What took place there was the renewal of Christ’s spirit. Certain withdrawals are part of life’s victories. To begin a new advance, self-knowledge is profoundly important. Solitude and meditation — and at times even rejection, humiliation, and isolation — can become opportunities to discover our inner possibilities. They can become moments to recognize our failures and, if we are willing, to correct them.
As is often said about eagles: for new feathers to grow, they must painfully pluck out the old ones and let them scatter in the wind. To regain a renewed youthfulness, one may need to remain alone on the mountaintops for a time. That is precisely what Lent calls for. Yet often this inner meaning of Lent is forgotten and reduced to certain external practices. That is why Scripture reminds us: “Rend your hearts, not your garments.” Tearing garments is easy. For that very reason, abstaining from certain foods is not all that difficult. But Lenten observances must go far beyond that.
Perhaps we may be able to forgive the wrong done to us by another. But more difficult still is admitting our own fault. For years we have been practicing self-justification. There may indeed be times when we are right; nor do we necessarily wish to assume every blame unnecessarily and wear the garb of martyrdom. Even so, this is a world where it is rare to find people open enough to acknowledge their own mistakes honestly.
Each one of us is a person who has stumbled at various points in life. Perhaps it is only by God’s immeasurable mercy that these have not been exposed. That does not make us faultless. Yet we conceal all that and keep blaming others for our failures.
He was the reason…
She was the reason…
They were the cause…
Our fingers are always pointed at others. We have tasted deeply the comfort and satisfaction of self-justification. We build for ourselves a tent of holiness. Within it, I had many to condemn; I wrote my verdict that they were the cause of my failures and downfall. But sooner or later we must realize: my consent and my own desire were also behind each of my falls. I am responsible for my fall. Not one of my failures — whether in word, deed, or neglect — happened without my knowledge. When I point one finger at another, more fingers are pointed back at me. It is in such discovery that my fault gains its true strength; it becomes most sincere. My fault… my fault… my grievous fault.
Lent must become an opportunity to discover our own failures. Let us step aside from everything for a while. It is like a return journey into the soul — like subjecting our inner organs to a scan; a pilgrimage along the paths we have already traveled in life. We must at least now be willing to undertake it. How many years have we lived on this earth! In that span, what have been my mistakes? My weaknesses? The desires that still pursue me like a hunting dog? The tears others have shed because of me; the ways my words have misled others; the joy I could have given had I spoken a little more gently; the light I could have kindled in another’s life with just a small word; the good that might have reached him had I only lifted a little finger…
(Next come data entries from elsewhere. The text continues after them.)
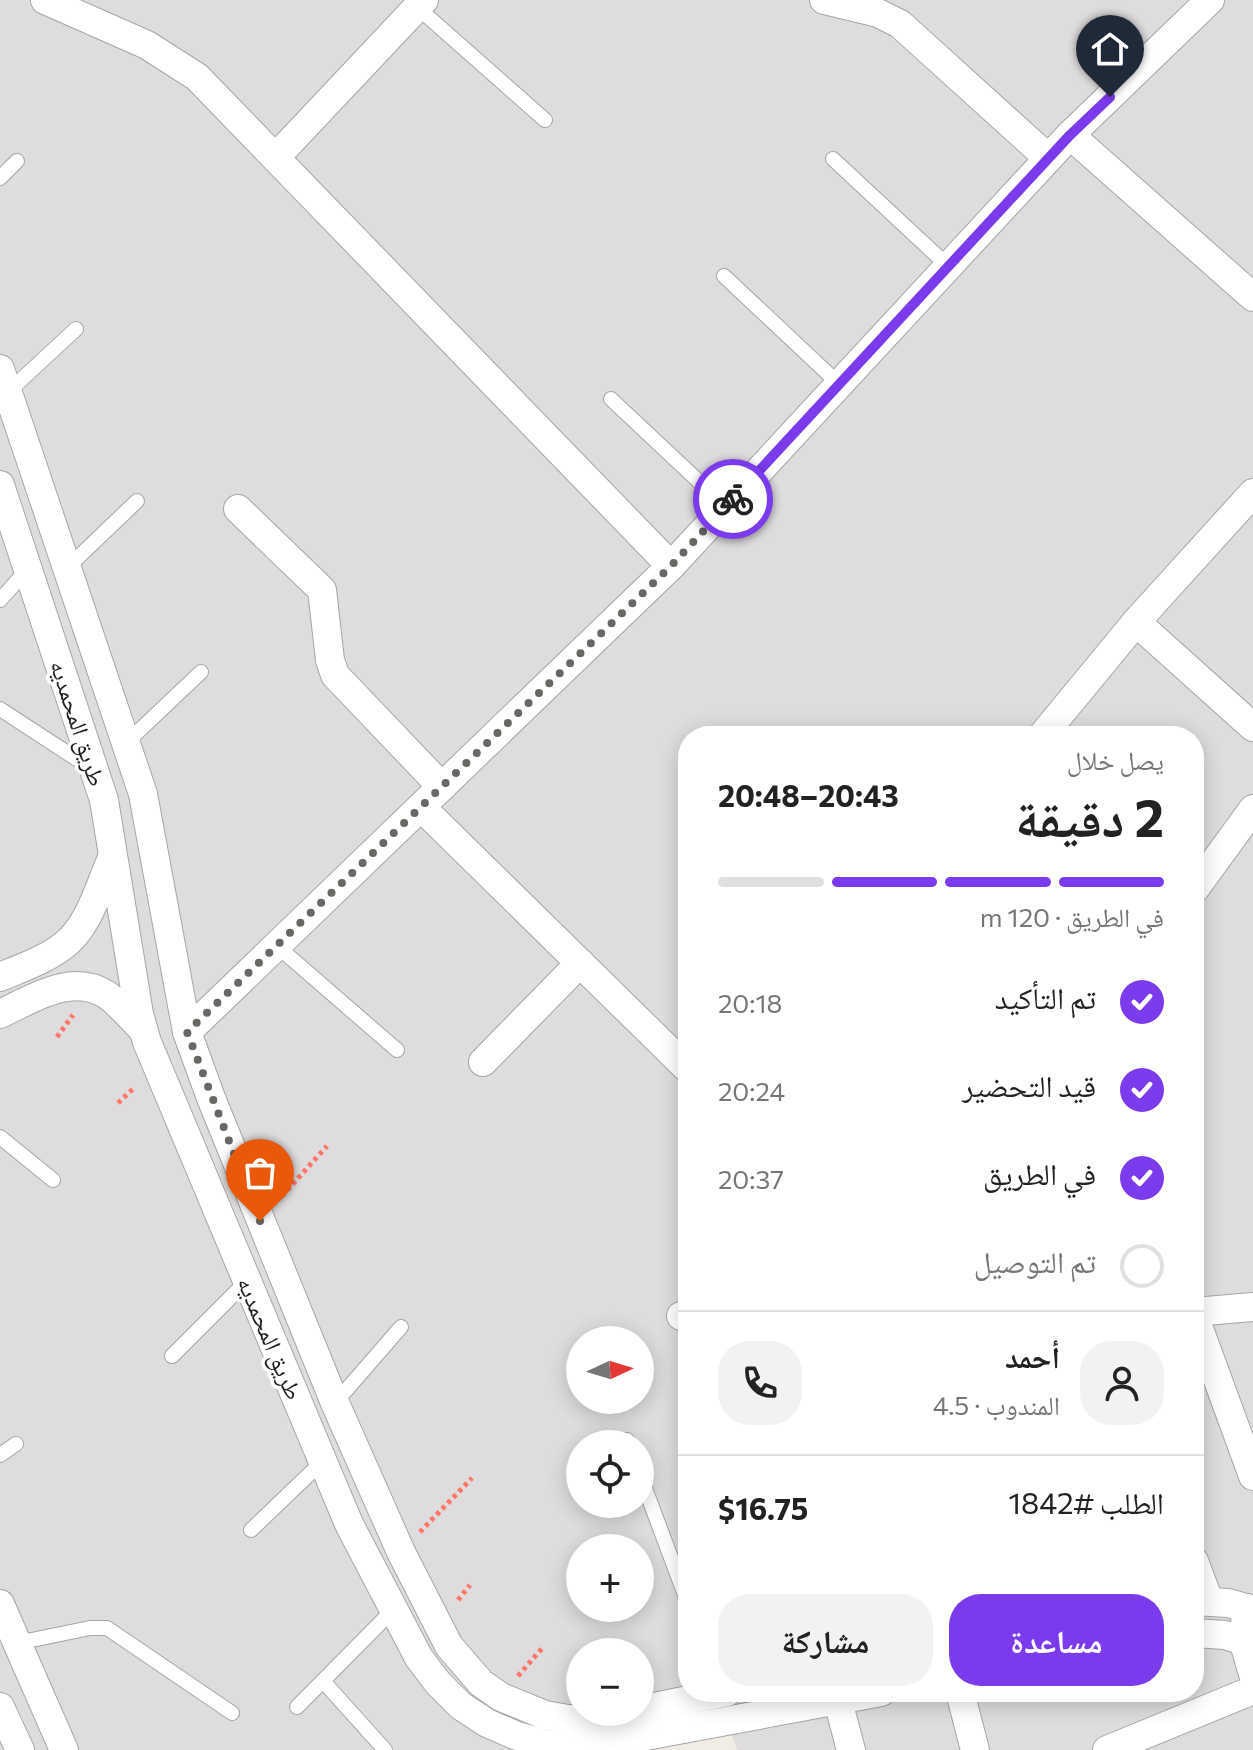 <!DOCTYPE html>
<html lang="ar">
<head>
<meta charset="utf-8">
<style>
  :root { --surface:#fff; --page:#f2f2f2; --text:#222; --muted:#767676; --line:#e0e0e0; --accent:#7c3aed }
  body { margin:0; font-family:Commissioner,"Noto Naskh Arabic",sans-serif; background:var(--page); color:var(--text); direction:rtl; height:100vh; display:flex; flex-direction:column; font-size:30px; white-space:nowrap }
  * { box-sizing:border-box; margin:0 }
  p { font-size:26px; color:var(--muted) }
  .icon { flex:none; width:44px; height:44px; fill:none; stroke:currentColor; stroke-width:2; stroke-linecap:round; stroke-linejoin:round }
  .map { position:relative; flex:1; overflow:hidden; direction:ltr }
  .panel { position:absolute; left:678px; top:726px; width:526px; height:976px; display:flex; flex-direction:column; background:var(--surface); border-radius:32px; box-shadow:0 4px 20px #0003; direction:rtl }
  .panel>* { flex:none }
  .needle { width:52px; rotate:86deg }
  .fabs { position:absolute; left:566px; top:1326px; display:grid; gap:16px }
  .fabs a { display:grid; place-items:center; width:88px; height:88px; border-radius:50%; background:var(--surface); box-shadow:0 4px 20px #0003; font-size:40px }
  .pin { position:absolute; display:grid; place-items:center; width:68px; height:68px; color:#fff; margin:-82px -34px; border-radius:50% 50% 50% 0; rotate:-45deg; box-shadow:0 0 8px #0007 }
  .pin .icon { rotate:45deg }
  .courier { position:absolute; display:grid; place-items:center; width:80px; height:80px; margin:-40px; border:6px solid #7c3aed; border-radius:50%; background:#fff; color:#222; box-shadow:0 2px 10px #0007 }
  .summary em { font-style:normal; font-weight:700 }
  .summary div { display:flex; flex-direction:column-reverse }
  .summary { display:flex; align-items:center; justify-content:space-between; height:136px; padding:0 40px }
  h1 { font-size:52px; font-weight:700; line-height:60px }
  .bar { display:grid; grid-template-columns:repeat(4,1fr); gap:12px 8px; align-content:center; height:96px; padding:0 40px }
  .bar i { height:10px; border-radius:6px; background:var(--line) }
  .bar .active { background:var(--accent) }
  .bar p { grid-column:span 4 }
  .line { display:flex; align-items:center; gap:20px; padding:0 40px; border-top:2px solid var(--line) }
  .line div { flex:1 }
  .round { display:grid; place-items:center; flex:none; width:84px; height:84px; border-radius:32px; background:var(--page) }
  ol { padding:0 40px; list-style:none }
  li { display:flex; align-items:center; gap:24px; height:88px }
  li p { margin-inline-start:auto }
  li .icon { padding:8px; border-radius:50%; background:var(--accent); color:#fff; stroke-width:4 }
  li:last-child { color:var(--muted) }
  li i { width:44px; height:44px; border:4px solid var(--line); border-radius:50% }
  .button { display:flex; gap:16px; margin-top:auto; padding:16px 40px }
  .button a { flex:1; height:92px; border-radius:32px; background:var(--accent); color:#fff; font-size:32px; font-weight:700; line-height:92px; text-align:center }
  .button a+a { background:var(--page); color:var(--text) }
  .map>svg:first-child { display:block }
</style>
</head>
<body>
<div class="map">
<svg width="1253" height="1750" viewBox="0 0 1253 1750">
  <rect width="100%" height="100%" fill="#f1ede5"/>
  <path fill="#dedcdc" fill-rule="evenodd" d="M0 0H1253V1750H737L718 1692H1194V736H688V1692H707L629 1721 546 1726 525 1750H0ZM580 1340H640V1400H580ZM580 1444H640V1504H580ZM580 1548H640V1608H580ZM580 1652H640V1712H580Z"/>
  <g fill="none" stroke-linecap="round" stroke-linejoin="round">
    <g stroke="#a6a6a6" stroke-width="16">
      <g id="lane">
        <polyline points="417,7 545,120"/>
        <polyline points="833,159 948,266"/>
        <polyline points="0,178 17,161"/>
        <polyline points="724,276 839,384"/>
        <polyline points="8,392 76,329"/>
        <polyline points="611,399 726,507"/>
        <polyline points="67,568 137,501"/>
        <polyline points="0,600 28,569"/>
        <polyline points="0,709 89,767"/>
        <polyline points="126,743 201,672"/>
        <polyline points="277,946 397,1050"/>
        <polyline points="0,1137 53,1180"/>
        <polyline points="172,1356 247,1281"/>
        <polyline points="335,1403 401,1327"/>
        <polyline points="627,1440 629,1444"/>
        <polyline points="0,1455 16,1444"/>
        <polyline points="640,1475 688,1603"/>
        <polyline points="251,1530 323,1461"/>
        <polyline points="17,1643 90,1628 107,1628 232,1713"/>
        <polyline points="323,1681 385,1750"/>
        <polyline points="297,1707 393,1610"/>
      </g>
    </g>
    <g stroke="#a6a6a6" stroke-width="30">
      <g id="street">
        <polyline points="45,0 147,45 197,77 671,566"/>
        <polyline points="824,0 878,13 900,24 1048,158"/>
        <polyline points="1070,135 1253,297"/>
        <polyline points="276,157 424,0"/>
        <polyline points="0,369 143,794 187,1032 211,1098 335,1403 401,1552 449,1646 481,1683 501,1697 545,1715 568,1719 598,1719 630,1712"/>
        <polyline points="0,485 104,800 139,1014 147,1042 349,1524 419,1658 438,1683 461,1706 487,1723 517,1736 548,1744 576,1746 603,1744 881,1692"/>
        <polyline points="238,509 322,590 330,660 335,675 442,787"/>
        <polyline points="1136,622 1253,727"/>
        <polyline points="1042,736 1136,622 1253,493"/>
        <polyline points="421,807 688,1069"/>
        <polyline points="1194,890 1253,809"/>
        <path d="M0 977C21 968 45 960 63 946 89 927 99 887 112 858"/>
        <path d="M0 1014C32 999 72 972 107 995 120 1004 132 1019 143 1030"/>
        <polyline points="187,1032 671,566 1070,135 1210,0"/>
        <polyline points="483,1062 580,963"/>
        <polyline points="1194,1312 1253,1307"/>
        <polyline points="1194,1315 1253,1476"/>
        <polyline points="681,1316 688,1314"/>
        <polyline points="1194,1561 1209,1601"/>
        <polyline points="1194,1601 1228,1603 1253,1610"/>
        <polyline points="0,1604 64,1750"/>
        <polyline points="1247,1608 1243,1640 1253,1674"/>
        <polyline points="1194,1633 1225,1635 1253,1644"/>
        <polyline points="960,1692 975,1750"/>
        <polyline points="838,1701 851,1750"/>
        <polyline points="0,1707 20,1750"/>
        <polyline points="640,1710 727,1692"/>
        <polyline points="1107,1750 1253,1690"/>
      </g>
    </g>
    <g stroke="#ff7668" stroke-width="5" stroke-dasharray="4 4" stroke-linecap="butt">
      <polyline points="57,1037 73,1015"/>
      <polyline points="118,1103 135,1087"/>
      <polyline points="282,1196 327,1146"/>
      <polyline points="420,1532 472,1478"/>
      <polyline points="458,1600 470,1585"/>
      <polyline points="518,1676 544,1646"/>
    </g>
    <use href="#lane" stroke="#fff" stroke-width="14"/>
    <use href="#street" stroke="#fff" stroke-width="28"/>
  </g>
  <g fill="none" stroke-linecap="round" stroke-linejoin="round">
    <polyline stroke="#686764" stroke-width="8" stroke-dasharray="0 14.4" points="260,1221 187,1032 671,566 733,499"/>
    <polyline stroke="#7c3aed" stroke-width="10" points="733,499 1070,135 1110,97"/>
  </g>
  <g text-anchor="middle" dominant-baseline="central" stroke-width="7" stroke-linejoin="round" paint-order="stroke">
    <g font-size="24" fill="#1f1f1f" stroke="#fff">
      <text transform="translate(79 723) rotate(72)">طريق المحمديه</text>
      <text transform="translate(271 1338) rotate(67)">طريق المحمديه</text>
    </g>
  </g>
</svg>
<div class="fabs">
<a><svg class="needle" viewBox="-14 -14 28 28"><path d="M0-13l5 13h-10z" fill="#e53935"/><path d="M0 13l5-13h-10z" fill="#767676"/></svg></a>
<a><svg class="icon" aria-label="locate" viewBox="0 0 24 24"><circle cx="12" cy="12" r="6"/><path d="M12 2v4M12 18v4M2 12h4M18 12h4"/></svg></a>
<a>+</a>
<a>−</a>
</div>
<div class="pin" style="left:260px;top:1221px;background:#ea580c"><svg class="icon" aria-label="bag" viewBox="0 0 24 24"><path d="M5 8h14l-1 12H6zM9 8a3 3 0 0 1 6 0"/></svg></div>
<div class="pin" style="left:1110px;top:97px;background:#1f2937"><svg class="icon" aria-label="home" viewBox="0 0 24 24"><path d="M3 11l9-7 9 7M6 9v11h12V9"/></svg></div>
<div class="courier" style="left:733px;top:499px"><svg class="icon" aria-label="bike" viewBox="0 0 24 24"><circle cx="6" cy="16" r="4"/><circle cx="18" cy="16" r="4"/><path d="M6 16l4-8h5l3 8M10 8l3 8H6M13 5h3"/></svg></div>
<section class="panel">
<div class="summary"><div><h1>2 دقيقة</h1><p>يصل خلال</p></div><em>20:43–20:48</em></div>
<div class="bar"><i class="active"></i><i class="active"></i><i class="active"></i><i></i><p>في الطريق · 120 m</p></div>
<ol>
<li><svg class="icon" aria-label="check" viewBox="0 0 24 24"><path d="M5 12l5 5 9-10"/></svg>تم التأكيد<p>20:18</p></li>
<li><svg class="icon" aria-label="check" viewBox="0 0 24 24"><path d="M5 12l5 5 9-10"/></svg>قيد التحضير<p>20:24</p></li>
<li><svg class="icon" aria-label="check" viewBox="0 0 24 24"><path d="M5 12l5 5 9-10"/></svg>في الطريق<p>20:37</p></li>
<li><i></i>تم التوصيل</li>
</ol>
<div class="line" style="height:144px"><a class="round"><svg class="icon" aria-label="person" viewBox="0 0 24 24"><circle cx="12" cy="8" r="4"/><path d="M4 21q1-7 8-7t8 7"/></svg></a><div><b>أحمد</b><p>المندوب · 4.5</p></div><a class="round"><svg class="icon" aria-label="phone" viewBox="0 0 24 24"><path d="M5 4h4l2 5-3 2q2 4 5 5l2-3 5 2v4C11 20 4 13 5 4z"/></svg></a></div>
<div class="line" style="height:104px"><div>الطلب #1842</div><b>$16.75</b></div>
<div class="button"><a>مساعدة</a><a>مشاركة</a></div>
</section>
</div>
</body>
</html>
How many such opportunities have each of us wasted! When I denied him what was his due, I was in fact stealing his wealth. When I engaged in intimacy without love, it was nothing less than adultery. Such realizations too must dawn upon us.
And finally, one more thing: though we may be able to forgive the wrong another has done to us, often we are unable to forgive ourselves. The first healing must be given to ourselves. How many people around us live burdened with self-condemnation over mistakes that happened long ago! If you cannot forgive yourself, who will forgive you? If you cannot forgive yourself, whom will you be able to forgive? Only when I recognize that I erred because of my weakness can I forgive you for the wrong you did to me out of your weakness.
Take the mirror of Lent and step aside for a little while. In your solitude and meditation, look into that mirror. Pray for the grace to see yourself as you truly are. May your tears make the image in that mirror shine all the more clearly!